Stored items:
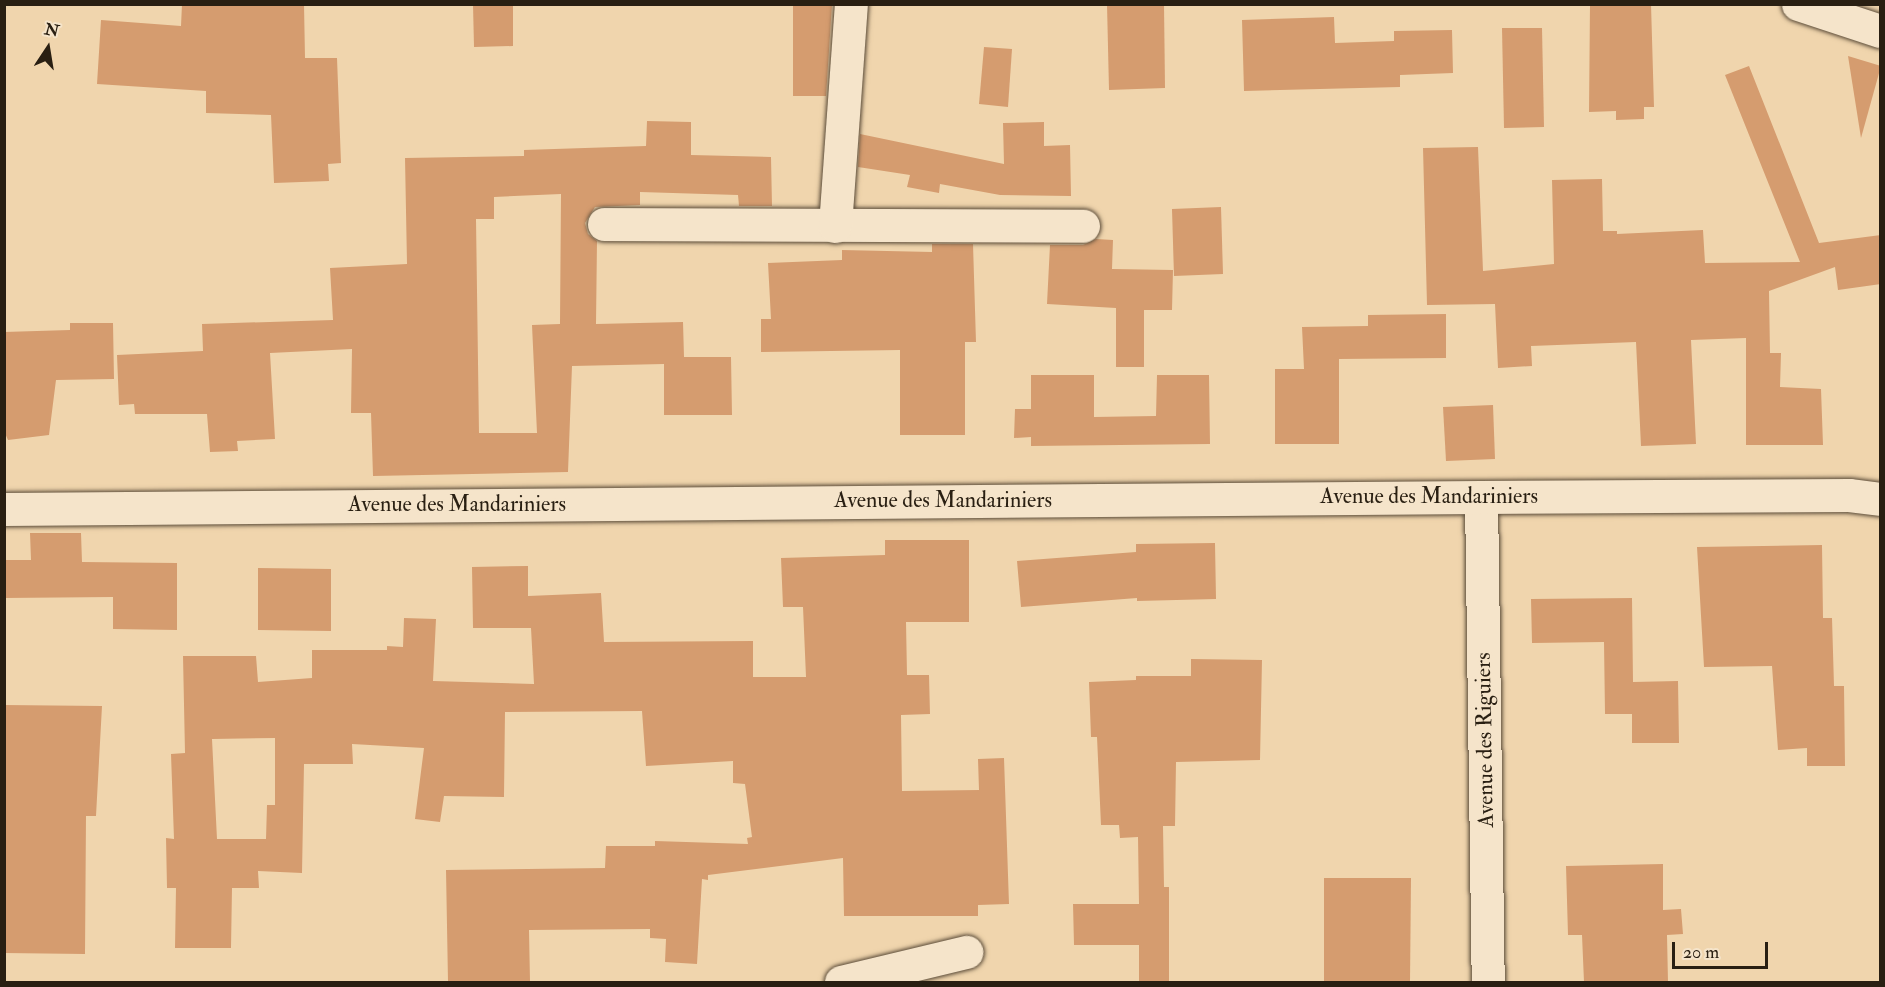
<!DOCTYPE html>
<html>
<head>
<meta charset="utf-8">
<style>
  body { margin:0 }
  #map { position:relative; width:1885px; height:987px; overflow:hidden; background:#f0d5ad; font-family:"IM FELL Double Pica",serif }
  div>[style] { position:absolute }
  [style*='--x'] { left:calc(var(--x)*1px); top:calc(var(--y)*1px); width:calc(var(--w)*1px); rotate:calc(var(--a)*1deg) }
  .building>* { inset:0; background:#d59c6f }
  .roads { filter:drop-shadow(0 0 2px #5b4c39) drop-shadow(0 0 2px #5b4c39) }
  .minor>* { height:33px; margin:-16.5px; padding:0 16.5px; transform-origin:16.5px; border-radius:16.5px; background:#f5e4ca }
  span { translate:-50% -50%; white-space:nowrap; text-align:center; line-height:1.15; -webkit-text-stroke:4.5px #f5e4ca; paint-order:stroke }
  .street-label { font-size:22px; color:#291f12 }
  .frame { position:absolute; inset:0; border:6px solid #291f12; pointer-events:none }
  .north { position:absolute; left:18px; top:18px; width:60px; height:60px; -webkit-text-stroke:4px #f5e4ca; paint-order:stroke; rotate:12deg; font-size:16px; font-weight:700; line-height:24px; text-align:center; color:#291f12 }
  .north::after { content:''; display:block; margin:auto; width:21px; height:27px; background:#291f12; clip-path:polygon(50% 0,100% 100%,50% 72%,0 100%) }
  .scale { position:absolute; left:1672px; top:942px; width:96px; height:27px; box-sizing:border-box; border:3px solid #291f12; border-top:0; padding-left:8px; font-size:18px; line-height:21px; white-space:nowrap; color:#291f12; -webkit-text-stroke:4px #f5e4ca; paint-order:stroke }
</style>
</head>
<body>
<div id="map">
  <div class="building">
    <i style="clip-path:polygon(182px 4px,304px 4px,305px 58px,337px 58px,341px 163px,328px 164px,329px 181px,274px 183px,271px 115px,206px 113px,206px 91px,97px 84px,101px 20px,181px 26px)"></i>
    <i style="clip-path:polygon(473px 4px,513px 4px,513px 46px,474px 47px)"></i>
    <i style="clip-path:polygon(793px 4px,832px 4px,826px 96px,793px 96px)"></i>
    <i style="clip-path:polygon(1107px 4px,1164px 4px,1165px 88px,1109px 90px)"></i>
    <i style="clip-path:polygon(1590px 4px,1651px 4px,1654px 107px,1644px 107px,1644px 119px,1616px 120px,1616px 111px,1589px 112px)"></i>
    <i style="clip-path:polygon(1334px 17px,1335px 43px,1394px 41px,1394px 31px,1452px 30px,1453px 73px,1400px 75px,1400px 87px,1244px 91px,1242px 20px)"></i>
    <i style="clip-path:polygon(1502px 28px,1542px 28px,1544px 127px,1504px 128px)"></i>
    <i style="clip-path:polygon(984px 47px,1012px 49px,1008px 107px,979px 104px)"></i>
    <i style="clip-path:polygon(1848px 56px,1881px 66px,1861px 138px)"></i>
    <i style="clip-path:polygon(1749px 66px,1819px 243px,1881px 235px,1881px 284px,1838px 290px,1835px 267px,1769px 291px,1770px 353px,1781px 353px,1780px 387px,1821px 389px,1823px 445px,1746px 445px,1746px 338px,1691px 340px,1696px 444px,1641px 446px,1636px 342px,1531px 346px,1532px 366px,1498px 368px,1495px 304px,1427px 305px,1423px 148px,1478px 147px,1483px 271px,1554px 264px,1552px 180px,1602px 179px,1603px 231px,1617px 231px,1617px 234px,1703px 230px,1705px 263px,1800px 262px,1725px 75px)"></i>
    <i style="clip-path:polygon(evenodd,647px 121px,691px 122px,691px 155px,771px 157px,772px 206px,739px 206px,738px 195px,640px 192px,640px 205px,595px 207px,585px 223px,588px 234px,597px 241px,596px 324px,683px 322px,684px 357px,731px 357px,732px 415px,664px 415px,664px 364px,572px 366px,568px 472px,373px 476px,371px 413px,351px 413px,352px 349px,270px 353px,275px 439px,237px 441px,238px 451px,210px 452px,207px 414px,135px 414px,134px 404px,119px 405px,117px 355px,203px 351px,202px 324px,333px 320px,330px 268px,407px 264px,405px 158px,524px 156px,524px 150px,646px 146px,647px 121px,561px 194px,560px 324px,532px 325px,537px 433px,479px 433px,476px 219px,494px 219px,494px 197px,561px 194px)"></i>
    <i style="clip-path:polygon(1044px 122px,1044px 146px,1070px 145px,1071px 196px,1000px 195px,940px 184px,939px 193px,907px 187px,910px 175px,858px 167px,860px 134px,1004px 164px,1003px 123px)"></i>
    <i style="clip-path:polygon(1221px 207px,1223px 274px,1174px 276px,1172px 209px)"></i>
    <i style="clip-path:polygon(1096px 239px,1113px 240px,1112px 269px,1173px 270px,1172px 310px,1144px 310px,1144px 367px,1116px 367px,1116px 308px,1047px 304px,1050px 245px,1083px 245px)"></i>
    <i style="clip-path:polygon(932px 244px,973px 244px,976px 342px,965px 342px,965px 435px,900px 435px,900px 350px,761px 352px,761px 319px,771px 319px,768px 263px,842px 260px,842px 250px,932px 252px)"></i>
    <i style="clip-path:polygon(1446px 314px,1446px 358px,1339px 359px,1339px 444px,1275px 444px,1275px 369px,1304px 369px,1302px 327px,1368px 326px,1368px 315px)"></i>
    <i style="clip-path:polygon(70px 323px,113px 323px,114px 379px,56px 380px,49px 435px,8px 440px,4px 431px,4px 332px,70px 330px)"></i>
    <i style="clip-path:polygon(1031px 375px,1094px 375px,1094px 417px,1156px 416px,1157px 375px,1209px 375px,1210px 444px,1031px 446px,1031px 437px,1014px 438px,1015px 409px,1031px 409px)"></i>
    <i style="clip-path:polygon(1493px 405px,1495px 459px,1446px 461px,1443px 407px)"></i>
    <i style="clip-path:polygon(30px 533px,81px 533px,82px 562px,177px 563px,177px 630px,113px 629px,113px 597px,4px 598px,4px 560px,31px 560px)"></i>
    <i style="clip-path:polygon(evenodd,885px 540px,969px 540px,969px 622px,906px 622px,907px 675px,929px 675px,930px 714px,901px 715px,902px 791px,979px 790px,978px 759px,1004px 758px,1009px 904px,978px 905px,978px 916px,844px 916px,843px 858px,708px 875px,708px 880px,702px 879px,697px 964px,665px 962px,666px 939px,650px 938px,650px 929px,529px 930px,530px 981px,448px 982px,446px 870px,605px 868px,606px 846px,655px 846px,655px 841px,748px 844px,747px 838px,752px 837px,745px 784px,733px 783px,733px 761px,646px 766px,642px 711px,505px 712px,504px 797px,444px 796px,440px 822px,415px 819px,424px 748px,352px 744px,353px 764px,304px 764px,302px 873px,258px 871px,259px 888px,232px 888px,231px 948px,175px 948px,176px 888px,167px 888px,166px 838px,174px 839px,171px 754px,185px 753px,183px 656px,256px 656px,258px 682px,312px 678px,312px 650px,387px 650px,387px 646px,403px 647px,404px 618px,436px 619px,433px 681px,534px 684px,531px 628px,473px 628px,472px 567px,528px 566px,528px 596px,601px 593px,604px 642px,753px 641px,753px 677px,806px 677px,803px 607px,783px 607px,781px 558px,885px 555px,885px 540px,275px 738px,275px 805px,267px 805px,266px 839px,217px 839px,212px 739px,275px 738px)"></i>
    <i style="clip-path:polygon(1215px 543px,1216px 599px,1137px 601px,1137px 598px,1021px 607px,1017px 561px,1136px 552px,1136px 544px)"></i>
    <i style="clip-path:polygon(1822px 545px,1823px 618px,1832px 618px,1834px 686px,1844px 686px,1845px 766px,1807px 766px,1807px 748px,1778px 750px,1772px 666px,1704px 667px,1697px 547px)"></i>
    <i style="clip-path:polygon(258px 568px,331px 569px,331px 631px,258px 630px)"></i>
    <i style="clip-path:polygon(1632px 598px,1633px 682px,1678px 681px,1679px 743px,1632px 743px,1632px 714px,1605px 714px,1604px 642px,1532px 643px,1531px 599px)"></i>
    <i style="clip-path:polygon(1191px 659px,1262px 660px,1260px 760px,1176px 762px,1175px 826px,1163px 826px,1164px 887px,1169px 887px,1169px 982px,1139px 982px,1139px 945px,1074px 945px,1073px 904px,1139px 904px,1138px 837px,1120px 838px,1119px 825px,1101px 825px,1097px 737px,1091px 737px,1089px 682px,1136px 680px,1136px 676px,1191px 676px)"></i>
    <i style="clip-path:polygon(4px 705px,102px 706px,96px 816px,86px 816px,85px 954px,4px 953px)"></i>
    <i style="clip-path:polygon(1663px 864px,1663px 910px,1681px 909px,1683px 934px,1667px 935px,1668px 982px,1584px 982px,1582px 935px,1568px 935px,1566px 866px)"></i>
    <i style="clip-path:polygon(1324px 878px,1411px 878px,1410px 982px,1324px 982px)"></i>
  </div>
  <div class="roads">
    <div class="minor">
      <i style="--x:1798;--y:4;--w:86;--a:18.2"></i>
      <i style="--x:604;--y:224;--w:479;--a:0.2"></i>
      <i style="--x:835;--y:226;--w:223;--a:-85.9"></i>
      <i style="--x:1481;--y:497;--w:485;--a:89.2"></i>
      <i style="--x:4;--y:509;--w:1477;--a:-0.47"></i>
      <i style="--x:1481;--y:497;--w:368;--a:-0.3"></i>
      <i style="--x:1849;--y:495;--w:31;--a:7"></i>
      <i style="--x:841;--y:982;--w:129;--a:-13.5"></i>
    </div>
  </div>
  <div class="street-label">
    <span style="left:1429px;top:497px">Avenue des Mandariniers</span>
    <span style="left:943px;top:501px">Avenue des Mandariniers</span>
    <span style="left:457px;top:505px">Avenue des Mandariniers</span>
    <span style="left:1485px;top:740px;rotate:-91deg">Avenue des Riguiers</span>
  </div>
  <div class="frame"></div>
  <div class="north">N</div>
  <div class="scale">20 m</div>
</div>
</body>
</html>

_YOUR INSTRUCTIONS_: When pictures appear in the records above, leave them out and reproduce exactly each line from the first through the line containing "position:absolute; left:18px; top:18px;", both included.

_TASK RESPONSE_:
<!DOCTYPE html>
<html>
<head>
<meta charset="utf-8">
<style>
  body { margin:0 }
  #map { position:relative; width:1885px; height:987px; overflow:hidden; background:#f0d5ad; font-family:"IM FELL Double Pica",serif }
  div>[style] { position:absolute }
  [style*='--x'] { left:calc(var(--x)*1px); top:calc(var(--y)*1px); width:calc(var(--w)*1px); rotate:calc(var(--a)*1deg) }
  .building>* { inset:0; background:#d59c6f }
  .roads { filter:drop-shadow(0 0 2px #5b4c39) drop-shadow(0 0 2px #5b4c39) }
  .minor>* { height:33px; margin:-16.5px; padding:0 16.5px; transform-origin:16.5px; border-radius:16.5px; background:#f5e4ca }
  span { translate:-50% -50%; white-space:nowrap; text-align:center; line-height:1.15; -webkit-text-stroke:4.5px #f5e4ca; paint-order:stroke }
  .street-label { font-size:22px; color:#291f12 }
  .frame { position:absolute; inset:0; border:6px solid #291f12; pointer-events:none }
  .north { position:absolute; left:18px; top:18px; width:60px; height:60px; -webkit-text-stroke:4px #f5e4ca; paint-order:stroke; rotate:12deg; font-size:16px; font-weight:700; line-height:24px; text-align:center; color:#291f12 }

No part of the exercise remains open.